Yes indeed. XOR can make a fine one time pad if you can share the key securely. There are ways to do this. I'll give some hints and leave the rest to the student as an exercise.
First think about what a one time pad is. You start out with a source file, which can be anything (including a cyphertext). You then need a keyfile at least as large as the source file. It must be entirely random (or in our imperfect world, as random as possible). Each byte of the source file is XOR'd by a byte from the padfile. So, a six million byte source file requires a six million byte key. Attacks against this method include attacking the key generator or exploiting anomolies when same pad is repeatedly used.
I am told that some US security agencies generate keying material by shifting a gps stream in a particular way. This is rumoured to be the method used to encrypt the US/Moscow hotline. Both sides sync up and read the gps stream; then do something special to it. Ensuring that "something special" is unpredictable and produces a unique random stream every time is the trick.

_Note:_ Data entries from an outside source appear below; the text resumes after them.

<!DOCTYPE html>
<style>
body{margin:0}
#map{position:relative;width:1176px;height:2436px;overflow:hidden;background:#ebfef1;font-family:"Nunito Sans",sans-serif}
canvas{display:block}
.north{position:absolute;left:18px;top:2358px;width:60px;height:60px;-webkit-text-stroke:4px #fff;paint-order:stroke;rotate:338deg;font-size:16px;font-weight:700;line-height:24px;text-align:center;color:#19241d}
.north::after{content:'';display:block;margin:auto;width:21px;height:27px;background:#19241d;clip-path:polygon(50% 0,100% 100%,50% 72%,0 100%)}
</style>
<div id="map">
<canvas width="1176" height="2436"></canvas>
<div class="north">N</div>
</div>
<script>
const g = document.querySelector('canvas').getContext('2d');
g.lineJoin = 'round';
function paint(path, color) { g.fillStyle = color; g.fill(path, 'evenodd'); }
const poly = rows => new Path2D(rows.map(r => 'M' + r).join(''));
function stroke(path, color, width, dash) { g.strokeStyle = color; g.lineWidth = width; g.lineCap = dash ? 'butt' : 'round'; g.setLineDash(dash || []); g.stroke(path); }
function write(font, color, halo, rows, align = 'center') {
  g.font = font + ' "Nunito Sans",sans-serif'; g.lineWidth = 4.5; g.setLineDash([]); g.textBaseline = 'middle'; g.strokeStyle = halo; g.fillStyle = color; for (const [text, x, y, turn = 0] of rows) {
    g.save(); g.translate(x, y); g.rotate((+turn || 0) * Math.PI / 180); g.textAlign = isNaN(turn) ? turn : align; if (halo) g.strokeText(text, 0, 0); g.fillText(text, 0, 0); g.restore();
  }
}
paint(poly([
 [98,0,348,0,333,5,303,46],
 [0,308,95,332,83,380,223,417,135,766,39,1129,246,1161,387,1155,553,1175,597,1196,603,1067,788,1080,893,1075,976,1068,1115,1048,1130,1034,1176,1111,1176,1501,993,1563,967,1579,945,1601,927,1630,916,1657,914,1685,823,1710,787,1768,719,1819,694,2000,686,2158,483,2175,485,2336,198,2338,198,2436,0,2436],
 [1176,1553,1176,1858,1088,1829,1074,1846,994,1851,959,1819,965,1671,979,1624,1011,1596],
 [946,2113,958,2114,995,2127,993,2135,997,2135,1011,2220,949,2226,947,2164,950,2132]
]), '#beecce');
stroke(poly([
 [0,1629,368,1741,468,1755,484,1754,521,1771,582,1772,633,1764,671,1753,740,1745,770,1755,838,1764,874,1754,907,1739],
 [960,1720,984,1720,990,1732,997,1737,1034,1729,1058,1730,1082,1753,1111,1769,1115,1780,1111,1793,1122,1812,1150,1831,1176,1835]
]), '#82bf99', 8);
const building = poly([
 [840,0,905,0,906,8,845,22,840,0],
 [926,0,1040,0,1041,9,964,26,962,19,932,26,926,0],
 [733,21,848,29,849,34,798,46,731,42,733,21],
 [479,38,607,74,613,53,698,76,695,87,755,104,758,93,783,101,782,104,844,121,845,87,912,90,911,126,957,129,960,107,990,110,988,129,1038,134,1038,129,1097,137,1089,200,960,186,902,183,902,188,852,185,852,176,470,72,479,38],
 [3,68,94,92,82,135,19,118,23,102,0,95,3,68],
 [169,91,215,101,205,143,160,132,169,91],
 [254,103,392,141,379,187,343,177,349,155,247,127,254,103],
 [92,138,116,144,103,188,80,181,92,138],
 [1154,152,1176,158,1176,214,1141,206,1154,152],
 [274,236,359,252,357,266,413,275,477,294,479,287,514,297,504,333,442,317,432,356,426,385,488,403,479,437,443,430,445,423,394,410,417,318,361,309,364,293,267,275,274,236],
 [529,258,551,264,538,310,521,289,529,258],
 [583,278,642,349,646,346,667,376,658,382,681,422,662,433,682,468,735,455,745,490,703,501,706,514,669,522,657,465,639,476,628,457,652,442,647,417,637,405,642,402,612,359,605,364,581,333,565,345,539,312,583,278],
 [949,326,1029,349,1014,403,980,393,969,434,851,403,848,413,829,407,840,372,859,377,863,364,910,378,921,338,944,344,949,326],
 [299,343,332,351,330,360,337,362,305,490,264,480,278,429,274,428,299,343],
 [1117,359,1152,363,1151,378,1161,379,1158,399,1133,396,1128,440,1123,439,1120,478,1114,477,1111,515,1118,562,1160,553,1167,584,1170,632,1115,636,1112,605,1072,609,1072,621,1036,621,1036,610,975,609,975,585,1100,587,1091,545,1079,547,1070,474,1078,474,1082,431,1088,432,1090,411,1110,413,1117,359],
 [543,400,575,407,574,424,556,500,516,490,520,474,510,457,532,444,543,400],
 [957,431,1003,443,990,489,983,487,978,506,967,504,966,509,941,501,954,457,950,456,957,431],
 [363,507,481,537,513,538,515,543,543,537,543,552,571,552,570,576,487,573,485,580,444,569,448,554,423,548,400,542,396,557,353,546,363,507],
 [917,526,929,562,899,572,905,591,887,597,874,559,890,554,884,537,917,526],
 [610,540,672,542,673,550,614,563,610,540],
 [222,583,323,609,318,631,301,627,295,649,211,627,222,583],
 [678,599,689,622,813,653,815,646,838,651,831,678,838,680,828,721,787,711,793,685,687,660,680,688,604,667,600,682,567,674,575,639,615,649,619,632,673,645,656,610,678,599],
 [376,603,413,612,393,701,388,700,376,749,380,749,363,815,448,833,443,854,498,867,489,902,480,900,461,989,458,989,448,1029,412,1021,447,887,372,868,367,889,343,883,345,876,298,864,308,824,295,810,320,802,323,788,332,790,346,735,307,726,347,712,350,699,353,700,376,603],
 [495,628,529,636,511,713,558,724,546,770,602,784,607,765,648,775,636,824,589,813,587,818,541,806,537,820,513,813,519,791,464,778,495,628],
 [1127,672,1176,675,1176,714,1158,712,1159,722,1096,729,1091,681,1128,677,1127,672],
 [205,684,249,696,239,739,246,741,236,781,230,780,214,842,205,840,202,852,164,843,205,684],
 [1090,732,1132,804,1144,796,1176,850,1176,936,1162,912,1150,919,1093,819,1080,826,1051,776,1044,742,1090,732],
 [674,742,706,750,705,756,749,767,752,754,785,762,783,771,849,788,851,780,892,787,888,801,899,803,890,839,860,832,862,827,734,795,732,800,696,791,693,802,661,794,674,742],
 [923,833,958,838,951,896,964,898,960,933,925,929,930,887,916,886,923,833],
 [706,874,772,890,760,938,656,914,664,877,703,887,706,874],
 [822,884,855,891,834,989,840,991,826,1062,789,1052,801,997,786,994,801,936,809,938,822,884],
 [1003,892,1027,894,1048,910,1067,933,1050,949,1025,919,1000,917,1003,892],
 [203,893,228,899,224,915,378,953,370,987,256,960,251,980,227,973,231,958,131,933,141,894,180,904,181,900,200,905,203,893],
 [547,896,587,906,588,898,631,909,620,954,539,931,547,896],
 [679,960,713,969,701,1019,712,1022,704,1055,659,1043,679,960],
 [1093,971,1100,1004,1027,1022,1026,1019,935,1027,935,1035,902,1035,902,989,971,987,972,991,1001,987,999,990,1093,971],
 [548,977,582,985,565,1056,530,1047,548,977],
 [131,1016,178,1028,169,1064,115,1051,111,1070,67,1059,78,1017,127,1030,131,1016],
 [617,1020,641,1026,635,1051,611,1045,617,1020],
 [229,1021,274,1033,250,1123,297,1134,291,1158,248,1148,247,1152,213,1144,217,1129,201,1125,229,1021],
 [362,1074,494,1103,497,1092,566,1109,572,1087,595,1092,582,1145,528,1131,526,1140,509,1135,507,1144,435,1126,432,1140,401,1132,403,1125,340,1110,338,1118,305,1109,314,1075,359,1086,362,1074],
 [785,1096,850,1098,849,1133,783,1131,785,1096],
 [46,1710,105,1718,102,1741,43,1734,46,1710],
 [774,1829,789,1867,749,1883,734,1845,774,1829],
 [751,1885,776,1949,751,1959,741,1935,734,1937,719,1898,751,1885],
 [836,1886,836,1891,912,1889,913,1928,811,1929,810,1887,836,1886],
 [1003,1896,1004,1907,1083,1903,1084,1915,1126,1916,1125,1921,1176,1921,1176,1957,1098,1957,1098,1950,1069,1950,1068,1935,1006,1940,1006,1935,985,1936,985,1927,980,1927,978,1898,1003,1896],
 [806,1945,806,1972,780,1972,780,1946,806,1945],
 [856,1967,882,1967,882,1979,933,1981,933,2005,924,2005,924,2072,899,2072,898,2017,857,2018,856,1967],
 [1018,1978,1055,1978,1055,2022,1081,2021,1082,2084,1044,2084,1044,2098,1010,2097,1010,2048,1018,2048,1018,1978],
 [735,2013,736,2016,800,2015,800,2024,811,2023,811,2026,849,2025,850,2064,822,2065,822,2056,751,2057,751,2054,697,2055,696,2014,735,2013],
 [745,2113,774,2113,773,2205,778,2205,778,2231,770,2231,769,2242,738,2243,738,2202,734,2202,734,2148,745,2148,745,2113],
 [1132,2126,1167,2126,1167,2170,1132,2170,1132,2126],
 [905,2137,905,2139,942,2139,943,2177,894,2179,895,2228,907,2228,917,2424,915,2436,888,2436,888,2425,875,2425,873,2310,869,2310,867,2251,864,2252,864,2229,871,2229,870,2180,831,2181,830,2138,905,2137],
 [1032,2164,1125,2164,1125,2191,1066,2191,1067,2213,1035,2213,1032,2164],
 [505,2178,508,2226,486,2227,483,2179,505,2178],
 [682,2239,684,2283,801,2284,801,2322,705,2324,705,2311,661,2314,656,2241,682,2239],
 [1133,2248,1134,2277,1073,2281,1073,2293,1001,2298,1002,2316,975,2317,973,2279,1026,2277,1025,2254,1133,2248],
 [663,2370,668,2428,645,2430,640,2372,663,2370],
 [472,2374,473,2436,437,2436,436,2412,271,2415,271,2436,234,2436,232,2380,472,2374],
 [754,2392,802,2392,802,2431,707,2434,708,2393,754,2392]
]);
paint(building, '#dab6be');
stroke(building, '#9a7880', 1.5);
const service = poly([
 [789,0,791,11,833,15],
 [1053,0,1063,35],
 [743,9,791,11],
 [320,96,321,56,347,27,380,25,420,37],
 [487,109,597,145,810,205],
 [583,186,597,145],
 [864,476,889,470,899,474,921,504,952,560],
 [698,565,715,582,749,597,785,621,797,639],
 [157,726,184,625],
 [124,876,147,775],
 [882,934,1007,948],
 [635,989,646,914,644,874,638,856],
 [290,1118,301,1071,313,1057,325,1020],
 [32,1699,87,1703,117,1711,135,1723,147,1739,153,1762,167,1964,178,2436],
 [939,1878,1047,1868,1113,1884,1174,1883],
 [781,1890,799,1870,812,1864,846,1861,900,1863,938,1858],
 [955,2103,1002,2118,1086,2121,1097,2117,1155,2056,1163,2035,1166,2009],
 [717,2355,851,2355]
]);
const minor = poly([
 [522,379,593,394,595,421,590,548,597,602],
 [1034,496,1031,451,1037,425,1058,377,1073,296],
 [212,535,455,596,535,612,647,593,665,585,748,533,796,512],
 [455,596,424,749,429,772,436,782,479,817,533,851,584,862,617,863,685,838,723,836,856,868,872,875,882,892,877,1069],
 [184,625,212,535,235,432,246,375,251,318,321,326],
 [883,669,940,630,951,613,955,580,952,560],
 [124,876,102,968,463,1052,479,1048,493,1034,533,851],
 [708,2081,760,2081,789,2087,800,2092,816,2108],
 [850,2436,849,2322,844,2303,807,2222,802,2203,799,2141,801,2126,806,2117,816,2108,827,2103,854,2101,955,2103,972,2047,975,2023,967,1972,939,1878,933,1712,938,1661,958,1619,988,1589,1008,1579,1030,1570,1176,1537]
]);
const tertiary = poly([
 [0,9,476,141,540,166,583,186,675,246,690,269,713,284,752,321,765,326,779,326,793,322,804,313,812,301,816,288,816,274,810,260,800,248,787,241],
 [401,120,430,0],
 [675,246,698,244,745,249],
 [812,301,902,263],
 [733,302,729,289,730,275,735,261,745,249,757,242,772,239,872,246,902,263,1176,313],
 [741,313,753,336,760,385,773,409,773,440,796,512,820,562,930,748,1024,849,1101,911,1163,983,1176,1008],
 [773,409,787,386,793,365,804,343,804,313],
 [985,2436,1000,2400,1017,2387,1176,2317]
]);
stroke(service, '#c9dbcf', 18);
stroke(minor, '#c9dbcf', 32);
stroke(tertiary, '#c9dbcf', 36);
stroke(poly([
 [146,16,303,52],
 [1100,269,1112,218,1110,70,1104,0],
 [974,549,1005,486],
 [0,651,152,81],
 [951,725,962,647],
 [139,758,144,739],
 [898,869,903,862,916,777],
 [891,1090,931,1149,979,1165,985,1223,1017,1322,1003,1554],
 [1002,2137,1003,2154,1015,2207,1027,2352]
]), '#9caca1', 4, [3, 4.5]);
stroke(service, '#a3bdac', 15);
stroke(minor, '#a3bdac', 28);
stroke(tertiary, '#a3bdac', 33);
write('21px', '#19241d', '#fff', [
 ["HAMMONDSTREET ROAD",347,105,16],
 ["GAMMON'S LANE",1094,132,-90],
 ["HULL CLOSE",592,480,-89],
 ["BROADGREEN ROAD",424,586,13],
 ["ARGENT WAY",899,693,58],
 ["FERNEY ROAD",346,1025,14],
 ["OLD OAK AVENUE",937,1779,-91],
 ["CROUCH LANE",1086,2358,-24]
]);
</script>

So think about how you can do the same thing using something other than the gps data. There must be something that both sides have access to (the more random the better). Then you transform it (into a temporary keystream) in a way that isn't known to the bad guys, ensuring that it becomes "more random" than it was when it started. Then you XOR. Afterward you destroy the pad. Simple.
So put some creativity into developing ways to do this. You need a reference signal of some sort, the more random the better, and a way to sync it so both parties can access it identically. Then you have a preshared means to transform the reference signal. Then you XOR. Then you destroy all traces.